C'était un peu pour cela que Médor était assis par terre contre la porte de la Gloriette. Sa mémoire n'était pas très richement meublée, mais les souvenirs qu'il avait tenaient bon.

Il ne voulait pas que Lily eût le sort de la petite Clémence, qui riait toujours avant le vol de son enfant, et dont lui, Médor, avait vu le corps dans le canal.

Pourquoi, cependant, prenait-il tant de souci?

Il appartenait très franchement à cette classe que le dédain des riches et la charité des pauvres appellent «les brutes». Faut-il chercher le mobile de sa conduite dans ces seuls mots prononcés par lui au Jardin des Plantes:

—Celle-là est aussi trop malheureuse!

Était-ce pure pitié? ou bien, car ces «brutes» ont un cœur, le pauvre diable avait-il été touché, comme beaucoup d'autres qui avaient de l'esprit, par l'exquise beauté de Lily?

Il y avait de ceci peut-être et aussi de cela et encore autre chose.

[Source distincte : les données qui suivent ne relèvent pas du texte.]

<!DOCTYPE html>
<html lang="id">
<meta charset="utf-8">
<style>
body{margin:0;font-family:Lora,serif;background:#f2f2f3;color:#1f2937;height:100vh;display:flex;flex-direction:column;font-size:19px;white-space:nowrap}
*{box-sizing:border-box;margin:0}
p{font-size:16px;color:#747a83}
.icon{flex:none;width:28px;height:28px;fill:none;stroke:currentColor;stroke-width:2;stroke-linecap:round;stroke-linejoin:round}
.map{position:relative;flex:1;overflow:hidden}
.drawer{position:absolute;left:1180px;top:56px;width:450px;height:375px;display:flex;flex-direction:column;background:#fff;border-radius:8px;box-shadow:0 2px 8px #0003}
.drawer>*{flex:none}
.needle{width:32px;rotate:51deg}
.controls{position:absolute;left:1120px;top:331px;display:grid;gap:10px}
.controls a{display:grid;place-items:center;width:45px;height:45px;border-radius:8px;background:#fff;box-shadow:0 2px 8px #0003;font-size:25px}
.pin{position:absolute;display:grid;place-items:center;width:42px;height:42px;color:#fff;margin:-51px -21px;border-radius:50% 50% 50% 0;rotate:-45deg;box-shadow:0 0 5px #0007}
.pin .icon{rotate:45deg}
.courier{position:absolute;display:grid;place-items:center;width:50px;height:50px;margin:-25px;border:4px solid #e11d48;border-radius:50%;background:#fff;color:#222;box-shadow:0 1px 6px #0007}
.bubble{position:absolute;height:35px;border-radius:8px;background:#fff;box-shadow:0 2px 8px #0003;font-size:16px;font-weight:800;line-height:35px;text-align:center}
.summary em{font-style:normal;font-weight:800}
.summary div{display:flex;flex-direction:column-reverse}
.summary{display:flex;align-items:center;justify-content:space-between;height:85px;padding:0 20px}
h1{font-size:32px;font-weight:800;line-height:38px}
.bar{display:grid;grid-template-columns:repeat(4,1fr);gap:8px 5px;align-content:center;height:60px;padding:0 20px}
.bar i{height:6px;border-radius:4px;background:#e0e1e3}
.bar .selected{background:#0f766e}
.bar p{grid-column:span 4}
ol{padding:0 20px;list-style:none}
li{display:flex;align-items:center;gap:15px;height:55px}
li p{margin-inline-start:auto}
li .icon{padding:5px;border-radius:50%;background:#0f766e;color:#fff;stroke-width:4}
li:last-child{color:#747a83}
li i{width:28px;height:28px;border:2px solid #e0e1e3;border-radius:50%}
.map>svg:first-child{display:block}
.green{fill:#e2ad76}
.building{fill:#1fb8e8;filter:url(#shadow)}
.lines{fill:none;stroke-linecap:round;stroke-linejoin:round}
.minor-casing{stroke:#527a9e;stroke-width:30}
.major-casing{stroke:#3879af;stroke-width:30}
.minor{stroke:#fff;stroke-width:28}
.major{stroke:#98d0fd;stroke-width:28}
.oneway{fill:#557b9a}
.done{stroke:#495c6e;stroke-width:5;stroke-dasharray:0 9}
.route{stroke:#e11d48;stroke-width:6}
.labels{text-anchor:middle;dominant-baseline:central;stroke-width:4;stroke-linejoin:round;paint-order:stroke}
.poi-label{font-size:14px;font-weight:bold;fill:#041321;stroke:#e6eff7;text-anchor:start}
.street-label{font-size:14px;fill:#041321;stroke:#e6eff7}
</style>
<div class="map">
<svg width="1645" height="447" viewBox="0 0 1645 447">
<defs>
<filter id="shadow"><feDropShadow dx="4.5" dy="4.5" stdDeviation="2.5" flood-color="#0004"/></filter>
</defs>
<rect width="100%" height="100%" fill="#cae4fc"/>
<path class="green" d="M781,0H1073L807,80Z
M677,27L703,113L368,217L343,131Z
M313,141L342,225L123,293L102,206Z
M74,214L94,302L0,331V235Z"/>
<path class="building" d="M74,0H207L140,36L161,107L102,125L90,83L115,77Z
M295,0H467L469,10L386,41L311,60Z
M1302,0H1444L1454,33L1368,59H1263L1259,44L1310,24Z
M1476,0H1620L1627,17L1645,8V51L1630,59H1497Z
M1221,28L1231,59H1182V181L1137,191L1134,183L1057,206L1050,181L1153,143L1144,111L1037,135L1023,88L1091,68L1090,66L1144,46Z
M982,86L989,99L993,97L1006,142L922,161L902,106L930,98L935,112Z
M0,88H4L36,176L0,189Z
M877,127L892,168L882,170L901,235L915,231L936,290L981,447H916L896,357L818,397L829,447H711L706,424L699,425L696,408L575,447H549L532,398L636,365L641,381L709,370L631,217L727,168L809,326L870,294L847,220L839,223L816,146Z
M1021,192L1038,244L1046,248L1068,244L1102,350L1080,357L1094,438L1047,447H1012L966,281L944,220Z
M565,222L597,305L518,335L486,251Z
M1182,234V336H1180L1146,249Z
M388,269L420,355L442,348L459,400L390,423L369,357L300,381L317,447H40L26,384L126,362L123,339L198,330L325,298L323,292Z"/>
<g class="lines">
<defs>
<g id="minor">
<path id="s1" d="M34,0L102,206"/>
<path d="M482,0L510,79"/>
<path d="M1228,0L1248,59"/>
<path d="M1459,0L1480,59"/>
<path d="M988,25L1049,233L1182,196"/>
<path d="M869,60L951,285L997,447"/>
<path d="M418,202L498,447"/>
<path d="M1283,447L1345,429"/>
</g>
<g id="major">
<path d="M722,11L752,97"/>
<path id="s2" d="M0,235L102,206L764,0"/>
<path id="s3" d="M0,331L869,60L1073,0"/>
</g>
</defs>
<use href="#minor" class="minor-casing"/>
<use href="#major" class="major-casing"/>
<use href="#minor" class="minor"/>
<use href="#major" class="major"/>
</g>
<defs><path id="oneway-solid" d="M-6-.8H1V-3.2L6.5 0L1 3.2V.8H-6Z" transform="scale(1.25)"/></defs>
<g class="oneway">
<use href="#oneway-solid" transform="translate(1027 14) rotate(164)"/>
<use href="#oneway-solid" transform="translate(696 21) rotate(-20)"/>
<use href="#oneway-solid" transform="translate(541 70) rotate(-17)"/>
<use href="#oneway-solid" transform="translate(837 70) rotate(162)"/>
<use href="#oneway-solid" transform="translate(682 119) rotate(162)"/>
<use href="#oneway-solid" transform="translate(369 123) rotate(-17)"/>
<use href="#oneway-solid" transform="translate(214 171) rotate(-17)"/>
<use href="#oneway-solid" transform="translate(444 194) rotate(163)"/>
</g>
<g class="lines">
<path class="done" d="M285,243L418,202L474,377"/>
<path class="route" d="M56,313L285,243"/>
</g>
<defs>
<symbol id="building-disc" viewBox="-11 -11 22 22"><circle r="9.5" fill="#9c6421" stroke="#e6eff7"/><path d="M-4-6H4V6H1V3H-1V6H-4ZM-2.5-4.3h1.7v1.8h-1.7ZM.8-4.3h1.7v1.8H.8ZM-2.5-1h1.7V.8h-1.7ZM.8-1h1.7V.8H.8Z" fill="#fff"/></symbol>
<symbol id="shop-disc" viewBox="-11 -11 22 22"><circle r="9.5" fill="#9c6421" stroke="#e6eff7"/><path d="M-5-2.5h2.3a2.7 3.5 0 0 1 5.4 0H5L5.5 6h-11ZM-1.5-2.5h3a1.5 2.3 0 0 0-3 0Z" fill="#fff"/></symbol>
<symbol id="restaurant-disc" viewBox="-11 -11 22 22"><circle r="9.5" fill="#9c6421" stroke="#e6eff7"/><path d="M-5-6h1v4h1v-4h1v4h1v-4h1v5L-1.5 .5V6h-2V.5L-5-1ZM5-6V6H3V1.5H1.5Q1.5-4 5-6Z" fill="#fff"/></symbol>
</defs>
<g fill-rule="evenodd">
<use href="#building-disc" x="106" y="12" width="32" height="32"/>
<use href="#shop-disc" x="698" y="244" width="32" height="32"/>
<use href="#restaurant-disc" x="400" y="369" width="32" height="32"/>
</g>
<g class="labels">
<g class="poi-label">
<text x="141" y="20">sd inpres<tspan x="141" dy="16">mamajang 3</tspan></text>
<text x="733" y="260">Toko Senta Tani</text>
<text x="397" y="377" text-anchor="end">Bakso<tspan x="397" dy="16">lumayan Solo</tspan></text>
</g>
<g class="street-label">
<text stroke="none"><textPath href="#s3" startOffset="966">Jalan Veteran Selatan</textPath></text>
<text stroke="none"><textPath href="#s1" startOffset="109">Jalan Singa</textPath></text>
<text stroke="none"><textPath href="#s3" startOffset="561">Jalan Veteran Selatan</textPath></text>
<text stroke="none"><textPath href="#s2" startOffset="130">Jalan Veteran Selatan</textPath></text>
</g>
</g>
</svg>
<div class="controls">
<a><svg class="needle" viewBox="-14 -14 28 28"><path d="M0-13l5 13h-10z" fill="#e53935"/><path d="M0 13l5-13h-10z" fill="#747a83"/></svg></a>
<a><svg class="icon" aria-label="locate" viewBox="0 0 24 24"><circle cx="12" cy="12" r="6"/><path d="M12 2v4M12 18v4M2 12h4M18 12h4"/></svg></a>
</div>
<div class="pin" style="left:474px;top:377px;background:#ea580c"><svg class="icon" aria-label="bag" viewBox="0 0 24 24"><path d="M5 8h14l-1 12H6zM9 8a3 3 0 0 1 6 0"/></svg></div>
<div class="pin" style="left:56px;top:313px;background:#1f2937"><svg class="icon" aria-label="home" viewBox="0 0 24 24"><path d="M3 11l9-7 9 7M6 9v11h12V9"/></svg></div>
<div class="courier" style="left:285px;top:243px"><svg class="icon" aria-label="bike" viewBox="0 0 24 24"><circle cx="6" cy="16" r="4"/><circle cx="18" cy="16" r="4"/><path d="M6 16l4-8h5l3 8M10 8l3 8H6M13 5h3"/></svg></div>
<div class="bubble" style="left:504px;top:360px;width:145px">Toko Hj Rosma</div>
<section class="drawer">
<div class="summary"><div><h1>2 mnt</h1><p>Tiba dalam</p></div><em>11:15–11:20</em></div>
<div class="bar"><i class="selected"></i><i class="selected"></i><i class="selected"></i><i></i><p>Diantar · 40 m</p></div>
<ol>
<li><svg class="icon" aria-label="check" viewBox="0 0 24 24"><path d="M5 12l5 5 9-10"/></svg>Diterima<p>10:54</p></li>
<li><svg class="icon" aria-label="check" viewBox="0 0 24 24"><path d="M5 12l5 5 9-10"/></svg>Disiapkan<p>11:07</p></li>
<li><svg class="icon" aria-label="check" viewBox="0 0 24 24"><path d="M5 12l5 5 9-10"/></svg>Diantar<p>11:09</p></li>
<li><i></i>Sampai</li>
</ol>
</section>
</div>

Lily ne s'en souvenait sans doute plus elle-même. Au commencement de son séjour dans la maison, un matin qu'elle sortait avec Justine dans ses bras, car celle-ci ne marchait pas encore, elle avait vu passer, venant du quai de la Râpée, un convoi—le convoi du pauvre—en tout semblable à l'estampe justement célèbre qui porte ce titre.

Seulement, au lieu du chien c'était Médor qui suivait la voiture noire des indigents, emportant la dépouille d'une vieille femme.